Adobe Lightroom showing a DNG file with all editing masks preserved

DNG as a backup format, 9 years later

photographytechnicalrawpost-processing

Nine years ago I wrote about my first experiments with DNG. Back then, the format showed promise for archiving but I wasn't convinced enough to commit. The compression was impressive, but Capture One didn't support it, and the format felt like it could still go either way.

A lot has changed since 2017.

What's different now

Two things shifted the balance:

  • JPEG-XL compression. DNG now uses JPEG-XL instead of the older JPEG-based compression. This is a modern codec designed specifically for high-quality image compression, and it makes a real difference in the size-to-quality ratio.
  • Wide software support. DNG is now supported across most major post-processing applications, including Capture One. My biggest concern from 2017 is no longer relevant.

The storage problem

Unrelated to DNG itself, but relevant to why I finally pulled the trigger: storage has become expensive. In 2026, AI workloads have driven memory and SSD prices through the roof. I was already running low on space, and I didn't want to overpay for another drive.

My entire photo collection, about 1.5TB of raw files, was sitting in a single location, an external NVMe drive. No redundancy, no backup. That's not a great position to be in with a decade of work.

The export

So I set up a DNG export of my entire negative library from Lightroom. Lossy compression, downscaled to 24 megapixels. It took a couple of days to churn through everything on my Apple M4 Pro.

The entire 1.5TB collection fit into roughly 230GB. About 15% of the original size, a reduction of almost 7x.

All the Lightroom edits travel with the file too. Masks, local adjustments, tone curves, everything is embedded in the DNG. If I ever need to re-import these files, all my processing work is preserved.

A DNG file opened in Lightroom, showing no editing history but with all masks and edits
A DNG file opened in Lightroom, showing no editing history but with all masks and edits

Quality comparison

The obvious question: how much quality do you lose with lossy 24Mp DNG?

I exported some test images from both the original RAW files and from the lossy DNG versions, and put them side by side. I challenge anyone to tell which is which.

The first comparison is a landscape from Madeira, shot on a Canon R5 with the RF 14-35mm f/4. This is a heavily edited image — lots of masks, aggressive shadow recovery and highlight control. If lossy DNG is going to fall apart anywhere, it's on a file like this. If you pixel-peep you can find minor differences, probably from how the masks are re-encoded, but in practice they're invisible.

From original RAW
From original RAW
From lossy
24Mp DNG
From lossy 24Mp DNG

The second is a portrait of my cat, shot on a Nikon Z8 with the Nikkor Z 50mm f/1.8 — simple, minimal edits. Here, I genuinely cannot find any difference at all.

From original RAW
From original RAW
From
lossy 24Mp DNG
From lossy 24Mp DNG

In both cases I can't tell which came from the original RAW and which from the lossy DNG. For prints, web, or social media, the quality loss is negligible for a backup.

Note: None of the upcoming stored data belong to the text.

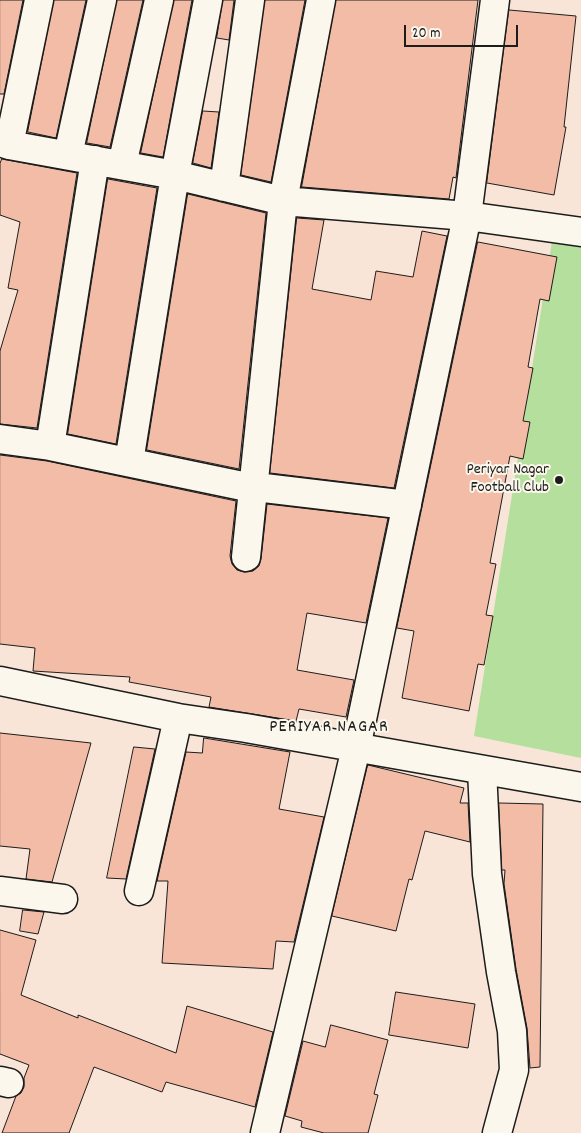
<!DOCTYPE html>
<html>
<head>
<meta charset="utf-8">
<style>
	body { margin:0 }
	#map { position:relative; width:581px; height:1133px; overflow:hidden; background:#f8e5d7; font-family:Dekko,sans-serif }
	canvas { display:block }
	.scale { position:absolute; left:404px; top:25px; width:114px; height:22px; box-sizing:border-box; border:2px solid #1c1c1c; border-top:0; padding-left:6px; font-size:15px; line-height:18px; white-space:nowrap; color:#1c1c1c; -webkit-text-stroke:4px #fbf7ec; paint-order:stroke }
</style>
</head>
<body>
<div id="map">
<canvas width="581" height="1133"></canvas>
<div class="scale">20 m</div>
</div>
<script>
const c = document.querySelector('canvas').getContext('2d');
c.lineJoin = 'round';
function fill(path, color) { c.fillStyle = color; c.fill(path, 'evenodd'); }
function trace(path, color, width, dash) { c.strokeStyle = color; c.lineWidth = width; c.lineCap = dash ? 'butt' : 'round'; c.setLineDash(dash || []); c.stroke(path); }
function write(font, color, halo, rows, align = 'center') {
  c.font = font + ' Dekko,sans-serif'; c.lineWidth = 4; c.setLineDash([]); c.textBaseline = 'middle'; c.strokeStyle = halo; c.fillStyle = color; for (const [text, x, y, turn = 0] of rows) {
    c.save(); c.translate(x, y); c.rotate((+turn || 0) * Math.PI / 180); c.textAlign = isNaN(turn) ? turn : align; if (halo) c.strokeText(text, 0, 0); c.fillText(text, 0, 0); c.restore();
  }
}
const green = new Path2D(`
	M552 241 581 245V758L474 736Z`);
const building = new Path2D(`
	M0 0H23L4 94H0Z
	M54 0H86L56 138 28 132Z
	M117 0H143L110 147 87 143Z
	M174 0H192L163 157 141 153Z
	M223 0H234L229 40 217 38Z
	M265 0H305L271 182 241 175Z
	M336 0H478L456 178 453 177 449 199 302 187Z
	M509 10 576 16 564 127H566L554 195 487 183Z
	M203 111 219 112 211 168 193 163Z
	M2 159 77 173 37 428 0 424V351L18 290 8 288 20 222 0 215V164Z
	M108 179 157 188 116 444 68 434Z
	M188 194 266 213 239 469 147 450Z
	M297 218 324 220 312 289 371 300 376 271 413 277 422 231 447 236 394 488 270 473Z
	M478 242 557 257 549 301 540 299 528 367 533 368 523 421 530 422 523 459 510 456 490 563 496 564 486 615 493 616 484 665 478 664 469 711 402 698 414 631 397 628Z
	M0 455 47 461 236 501 230 556 232 564 237 570 244 572 253 571 259 566 261 559 267 504 388 518 366 623 307 613 297 670 354 680 346 717 299 709 296 721 209 707 211 697 129 682 130 677 33 671 35 648 0 644Z
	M0 733 91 743 52 882 26 879 30 849 0 846Z
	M204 738 290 752 279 809 324 817 294 942 276 941 273 969 162 963 168 881H157L186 752 202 753Z
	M134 747 155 749 126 879 107 878Z
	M368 765 464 788 460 803H468L470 842 425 831 412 880 409 879 396 931 332 916Z
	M499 803 543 804 540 1067 530 1068 527 1028 516 969 504 884 505 870H502Z
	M23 910 44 912 38 934 20 931Z
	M0 930 36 940 21 995 78 1018V1015L176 1053 187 1006 273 1032 255 1107 166 1082 162 1092 94 1067 69 1133H2L16 1096 21 1093 24 1087V1078L29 1065 0 1054Z
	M396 992 475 1004 468 1048 389 1035Z
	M331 1025 388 1040 374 1094 378 1095 368 1133H324L301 1127 302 1121 285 1116 303 1041 325 1047Z`);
const minor = new Path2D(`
	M0 142 9 145 175 175 283 201 467 216 581 232
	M9 145 39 0
	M68 155 102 0
	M122 165 159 0
	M224 187 250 0
	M0 439 50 446 252 488H264L407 505
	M50 446 95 160
	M129 462 175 175 208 0
	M246 557 283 201 321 0
	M0 681 178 718 246 728 581 787
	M482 770 487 874 501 972 512 1031 514 1070 497 1133
	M0 891 63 899
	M139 891 178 718
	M0 1081 9 1083
	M265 1133 356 748 467 216 495 0`);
const markers = [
	[559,480,5,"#1c1c1c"]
];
const poiNames = [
	["Periyar Nagar",549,471],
	["Football Club",549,489]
];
const neighbourhoodNames = [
	["PERIYAR NAGAR",329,729]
];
fill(green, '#b4df9d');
fill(building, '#f2bca6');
trace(building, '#1c1c1c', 1);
trace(minor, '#1c1c1c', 31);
trace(minor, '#fbf7ec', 28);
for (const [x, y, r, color] of markers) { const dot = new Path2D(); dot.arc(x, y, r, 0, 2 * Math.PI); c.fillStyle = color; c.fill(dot); trace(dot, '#fbf7ec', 2); }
write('16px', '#1c1c1c', '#fbf7ec', poiNames, 'right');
c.letterSpacing = '1px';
write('18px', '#1c1c1c', '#fbf7ec', neighbourhoodNames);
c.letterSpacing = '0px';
</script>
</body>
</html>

Cloud storage on the cheap

At 230GB, the backup is small enough to store on a free-tier cloud service. I went with Terabox, which has plenty of free storage. I also archived and encrypted before upload for privacy.

So for zero additional cost, I now have a redundant off-site backup of my entire collection, with all edits included. No new hardware needed.

A note on resolution

The export dialog in Lightroom lets you set a long-edge limit — in my case 6000px, which for a 3:2 image gives roughly 24 megapixels. The resulting files sometimes come out a bit smaller than that though. For example the first shot above came out around 5677px on the long edge (~21Mp). My only explanation to this are lens profile corrections, which make the image slightly smaller.

It's also worth noting that the export doesn't upscale. If the original file was shot on a camera with less than 24 megapixels, the DNG simply keeps the native resolution. So the actual sizes in the backup vary quite a bit depending on the source camera and the edits applied — but that's fine, every file ends up at or below the target.

Looking back

In 2017 I concluded that DNG conversion wasn't worth the effort. The format was promising but not mature enough, and cloud storage was still expensive relative to what you got. I ended that post saying it "could be a good option if you are thinking to store your files on some cloud provider solution."

Nine years later, that's exactly what happened. DNG matured, cloud storage became more accessible, and the economics finally made sense. Sometimes it just takes patience.